● **What to do**: Your output should match the listing below word for word, without any images.
* * *
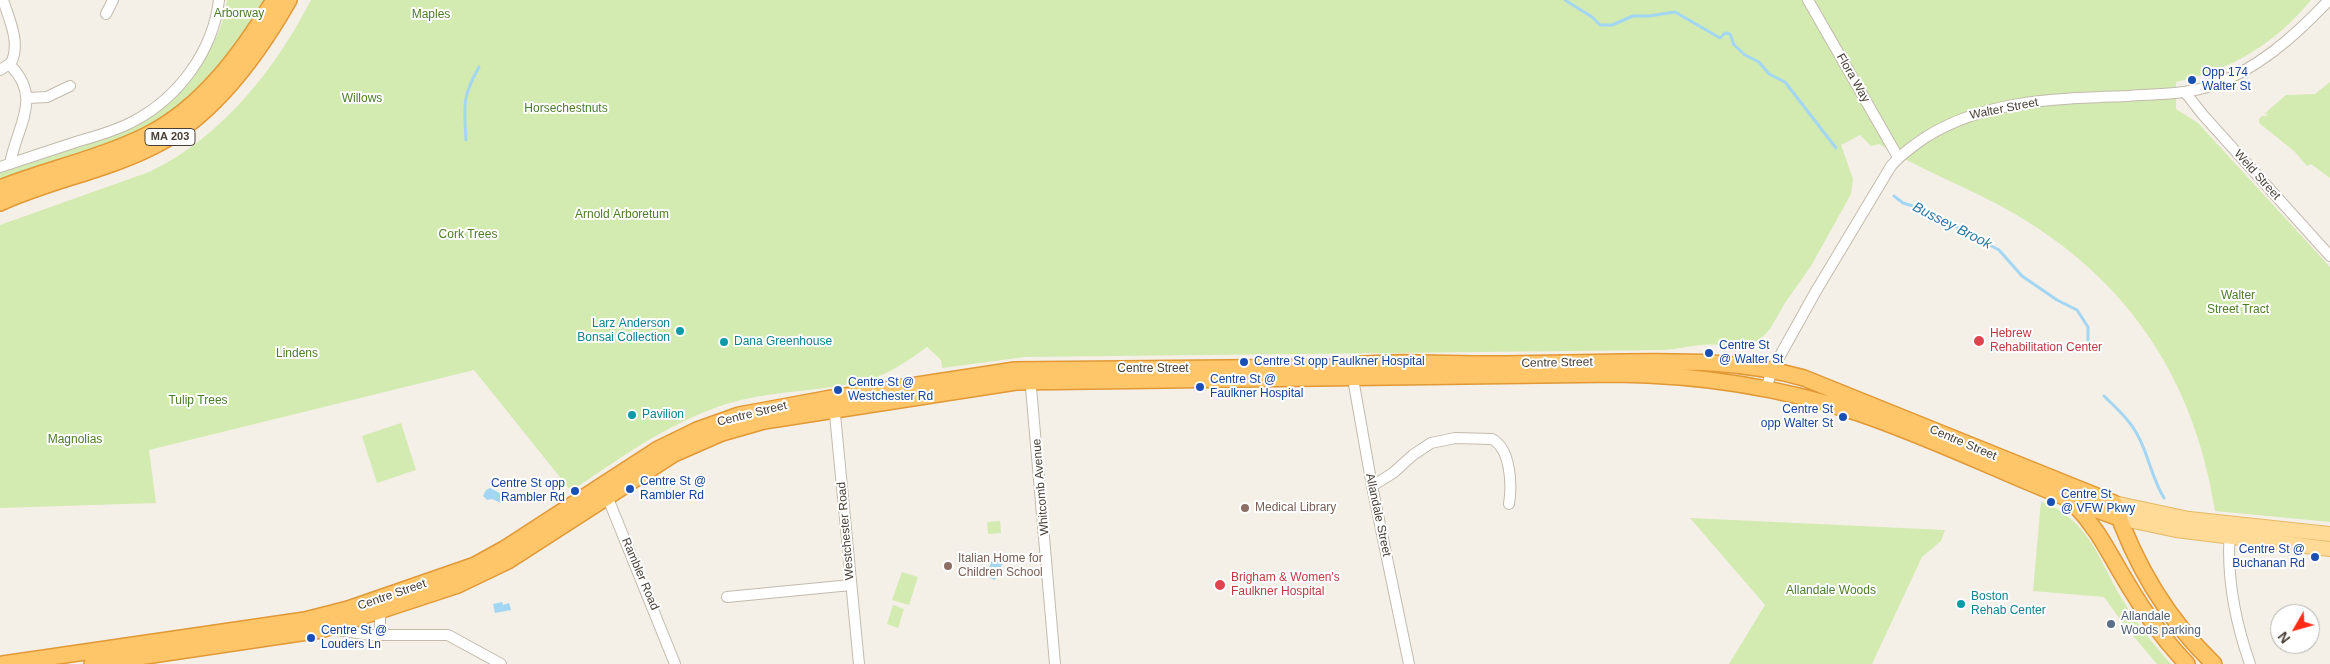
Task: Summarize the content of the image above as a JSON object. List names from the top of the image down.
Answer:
{
  "streets": {
    "highway": ["MA 203", "Centre Street"],
    "street": [
      "Flora Way",
      "Walter Street",
      "Weld Street",
      "Whitcomb Avenue",
      "Allandale Street",
      "Westchester Road",
      "Rambler Road"
    ]
  },
  "crossings": [
    ["Flora Way", "Walter Street"],
    ["Walter Street", "Weld Street"],
    ["Walter Street", "Centre Street"],
    ["Centre Street", "Whitcomb Avenue"],
    ["Centre Street", "Allandale Street"],
    ["Centre Street", "Westchester Road"],
    ["Centre Street", "Rambler Road"]
  ],
  "water": ["Bussey Brook"],
  "parks": [
    "Arborway",
    "Maples",
    "Willows",
    "Horsechestnuts",
    "Arnold Arboretum",
    "Cork Trees",
    "Walter Street Tract",
    "Lindens",
    "Tulip Trees",
    "Magnolias",
    "Allandale Woods"
  ],
  "places": [
    "Opp 174 Walter St",
    "Larz Anderson Bonsai Collection",
    "Hebrew Rehabilitation Center",
    "Dana Greenhouse",
    "Centre St @ Walter St",
    "Centre St opp Faulkner Hospital",
    "Centre St @ Faulkner Hospital",
    "Centre St @ Westchester Rd",
    "Pavilion",
    "Centre St opp Walter St",
    "Centre St @ Rambler Rd",
    "Centre St opp Rambler Rd",
    "Centre St @ VFW Pkwy",
    "Medical Library",
    "Centre St @ Buchanan Rd",
    "Italian Home for Children School",
    "Brigham & Women's Faulkner Hospital",
    "Boston Rehab Center",
    "Allandale Woods parking",
    "Centre St @ Louders Ln"
  ],
  "north": "bottom left"
}
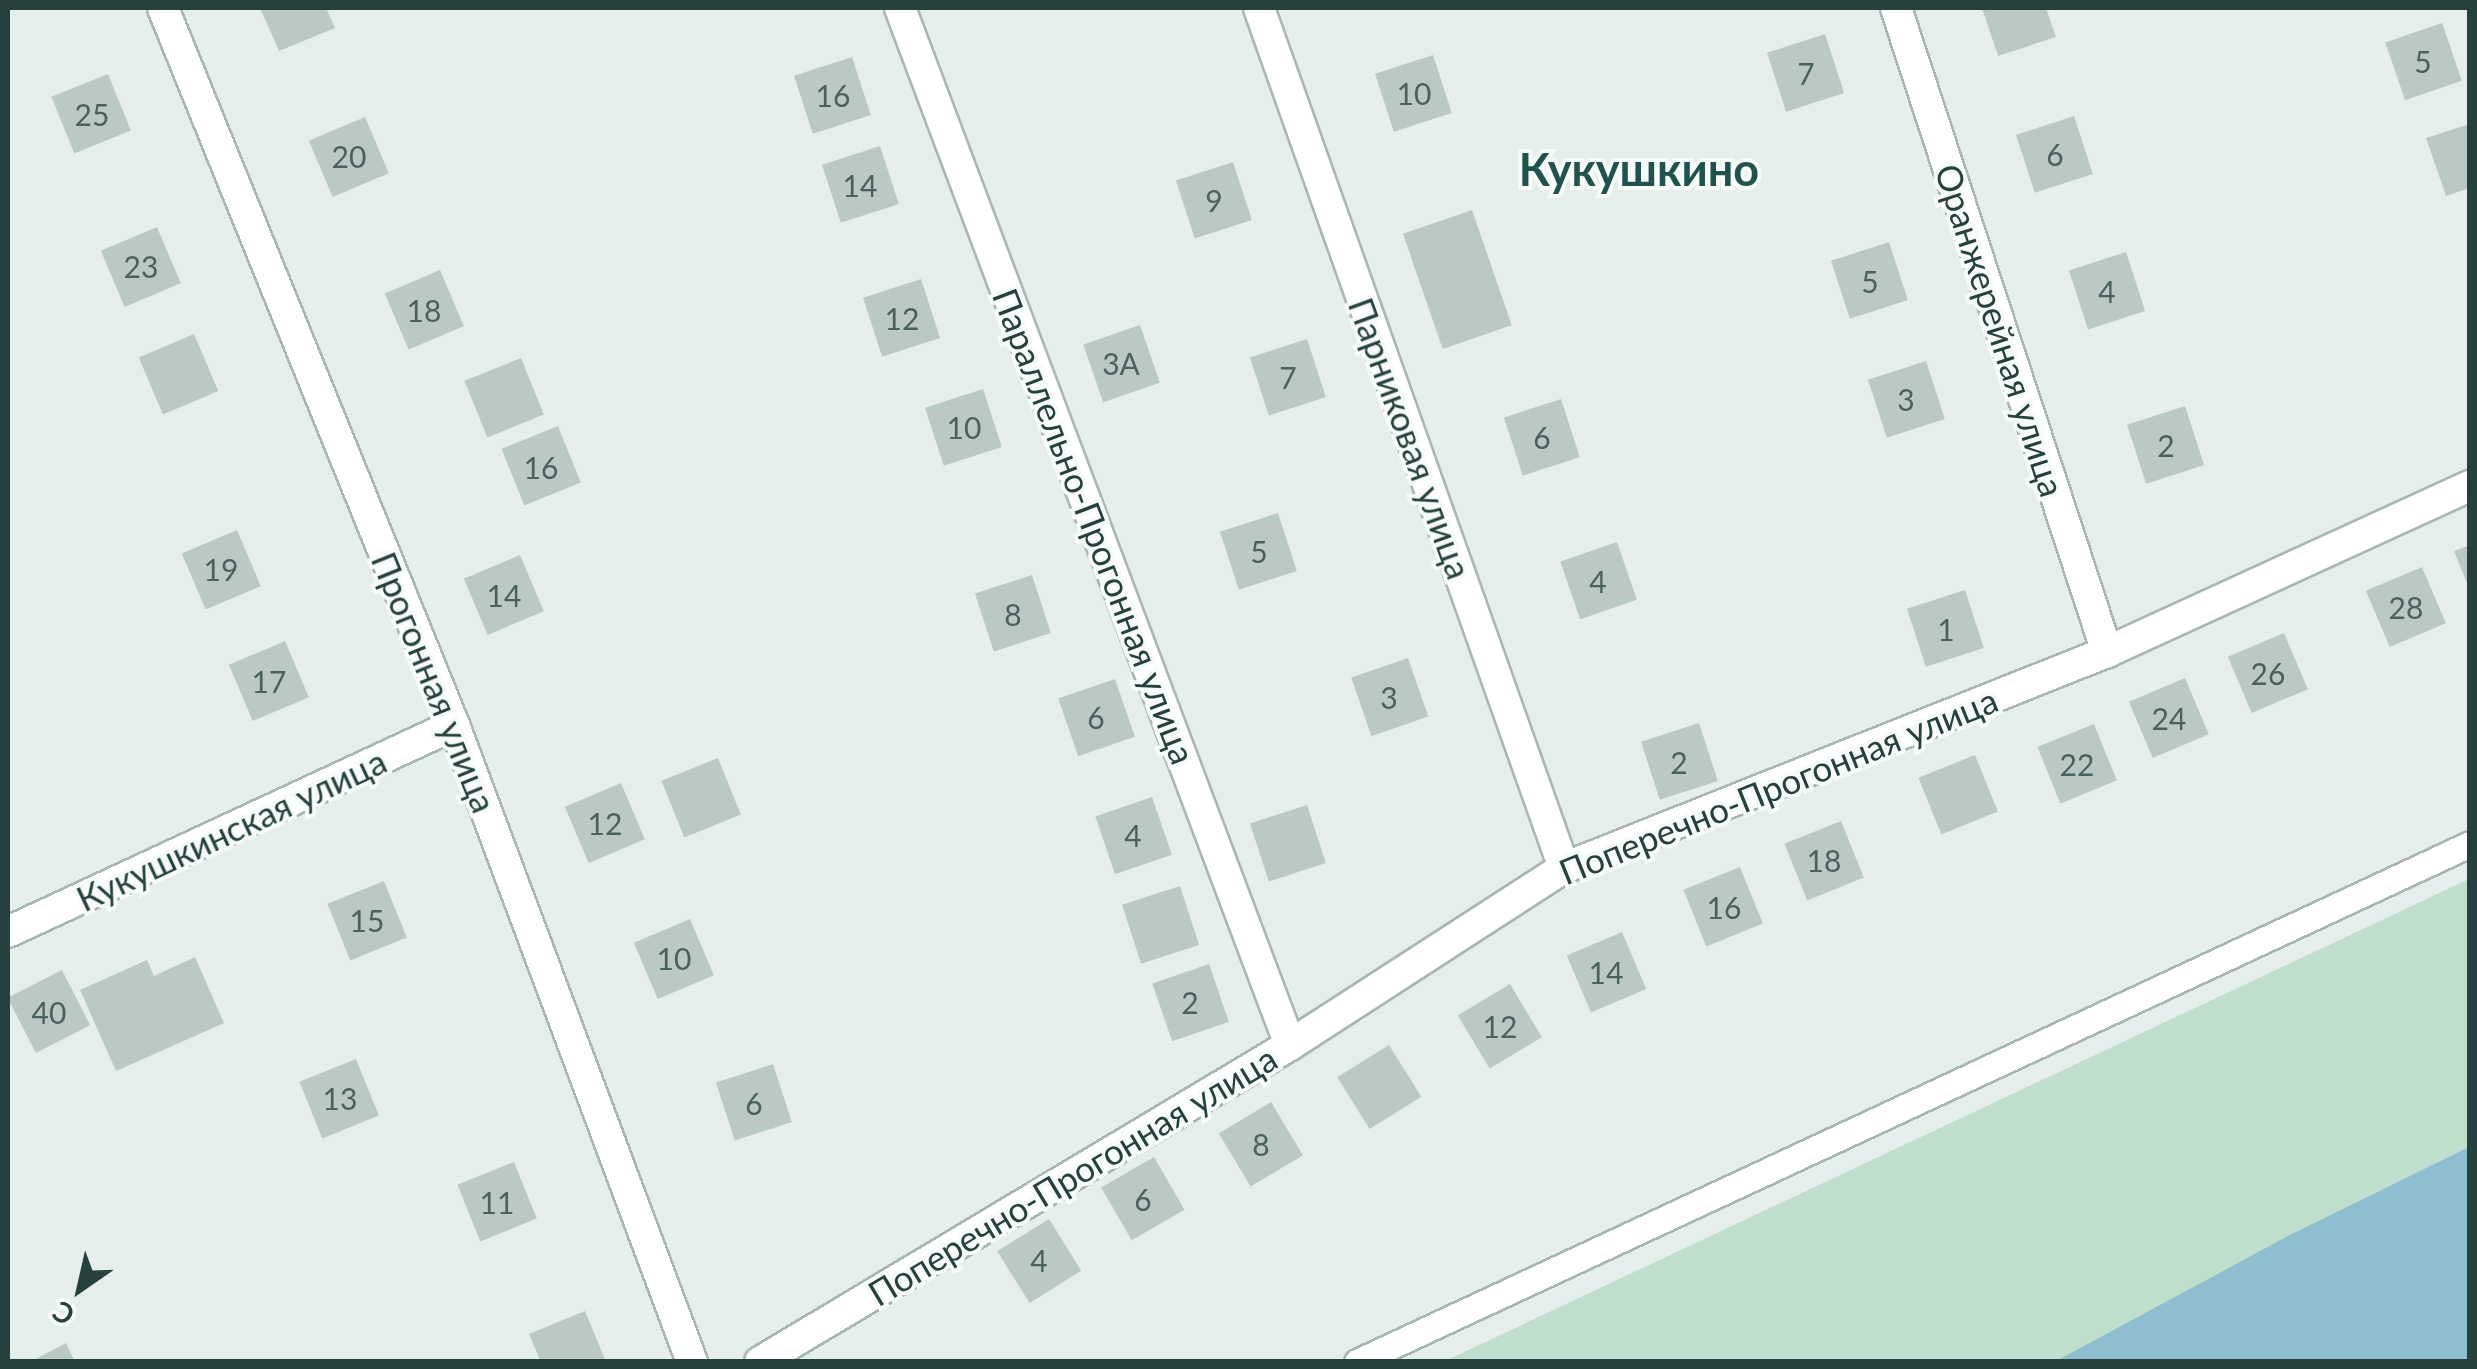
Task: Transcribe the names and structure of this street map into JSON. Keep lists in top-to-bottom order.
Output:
{
  "streets": {
    "street": [
      "Оранжерейная улица",
      "Парниковая улица",
      "Параллельно-Прогонная улица",
      "Прогонная улица",
      "Поперечно-Прогонная улица",
      "Кукушкинская улица"
    ]
  },
  "crossings": [
    ["Оранжерейная улица", "Поперечно-Прогонная улица"],
    ["Парниковая улица", "Поперечно-Прогонная улица"],
    ["Параллельно-Прогонная улица", "Поперечно-Прогонная улица"],
    ["Прогонная улица", "Кукушкинская улица"]
  ],
  "districts": ["Кукушкино"],
  "house_numbers": [
    "5",
    "7",
    "10",
    "16",
    "25",
    "6",
    "20",
    "14",
    "9",
    "23",
    "5",
    "4",
    "18",
    "12",
    "3А",
    "7",
    "3",
    "10",
    "6",
    "2",
    "16",
    "5",
    "19",
    "4",
    "14",
    "28",
    "8",
    "1",
    "26",
    "17",
    "3",
    "6",
    "24",
    "2",
    "22",
    "12",
    "4",
    "18",
    "16",
    "15",
    "10",
    "14",
    "2",
    "40",
    "12",
    "13",
    "6",
    "8",
    "6",
    "11",
    "4"
  ],
  "north": "bottom left"
}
* * *
● **Solution for this task**:
Task: Summarize the content of the image above as a JSON object. List names from the top of the image down.
Answer:
{
  "streets": {
    "highway": ["MA 203", "Centre Street"],
    "street": [
      "Flora Way",
      "Walter Street",
      "Weld Street",
      "Whitcomb Avenue",
      "Allandale Street",
      "Westchester Road",
      "Rambler Road"
    ]
  },
  "crossings": [
    ["Flora Way", "Walter Street"],
    ["Walter Street", "Weld Street"],
    ["Walter Street", "Centre Street"],
    ["Centre Street", "Whitcomb Avenue"],
    ["Centre Street", "Allandale Street"],
    ["Centre Street", "Westchester Road"],
    ["Centre Street", "Rambler Road"]
  ],
  "water": ["Bussey Brook"],
  "parks": [
    "Arborway",
    "Maples",
    "Willows",
    "Horsechestnuts",
    "Arnold Arboretum",
    "Cork Trees",
    "Walter Street Tract",
    "Lindens",
    "Tulip Trees",
    "Magnolias",
    "Allandale Woods"
  ],
  "places": [
    "Opp 174 Walter St",
    "Larz Anderson Bonsai Collection",
    "Hebrew Rehabilitation Center",
    "Dana Greenhouse",
    "Centre St @ Walter St",
    "Centre St opp Faulkner Hospital",
    "Centre St @ Faulkner Hospital",
    "Centre St @ Westchester Rd",
    "Pavilion",
    "Centre St opp Walter St",
    "Centre St @ Rambler Rd",
    "Centre St opp Rambler Rd",
    "Centre St @ VFW Pkwy",
    "Medical Library",
    "Centre St @ Buchanan Rd",
    "Italian Home for Children School",
    "Brigham & Women's Faulkner Hospital",
    "Boston Rehab Center",
    "Allandale Woods parking",
    "Centre St @ Louders Ln"
  ],
  "north": "bottom left"
}
Task: Transcribe the names and structure of this street map into JSON. Keep lists in top-to-bottom order.
Output:
{
  "streets": {
    "street": [
      "Оранжерейная улица",
      "Парниковая улица",
      "Параллельно-Прогонная улица",
      "Прогонная улица",
      "Поперечно-Прогонная улица",
      "Кукушкинская улица"
    ]
  },
  "crossings": [
    ["Оранжерейная улица", "Поперечно-Прогонная улица"],
    ["Парниковая улица", "Поперечно-Прогонная улица"],
    ["Параллельно-Прогонная улица", "Поперечно-Прогонная улица"],
    ["Прогонная улица", "Кукушкинская улица"]
  ],
  "districts": ["Кукушкино"],
  "house_numbers": [
    "5",
    "7",
    "10",
    "16",
    "25",
    "6",
    "20",
    "14",
    "9",
    "23",
    "5",
    "4",
    "18",
    "12",
    "3А",
    "7",
    "3",
    "10",
    "6",
    "2",
    "16",
    "5",
    "19",
    "4",
    "14",
    "28",
    "8",
    "1",
    "26",
    "17",
    "3",
    "6",
    "24",
    "2",
    "22",
    "12",
    "4",
    "18",
    "16",
    "15",
    "10",
    "14",
    "2",
    "40",
    "12",
    "13",
    "6",
    "8",
    "6",
    "11",
    "4"
  ],
  "north": "bottom left"
}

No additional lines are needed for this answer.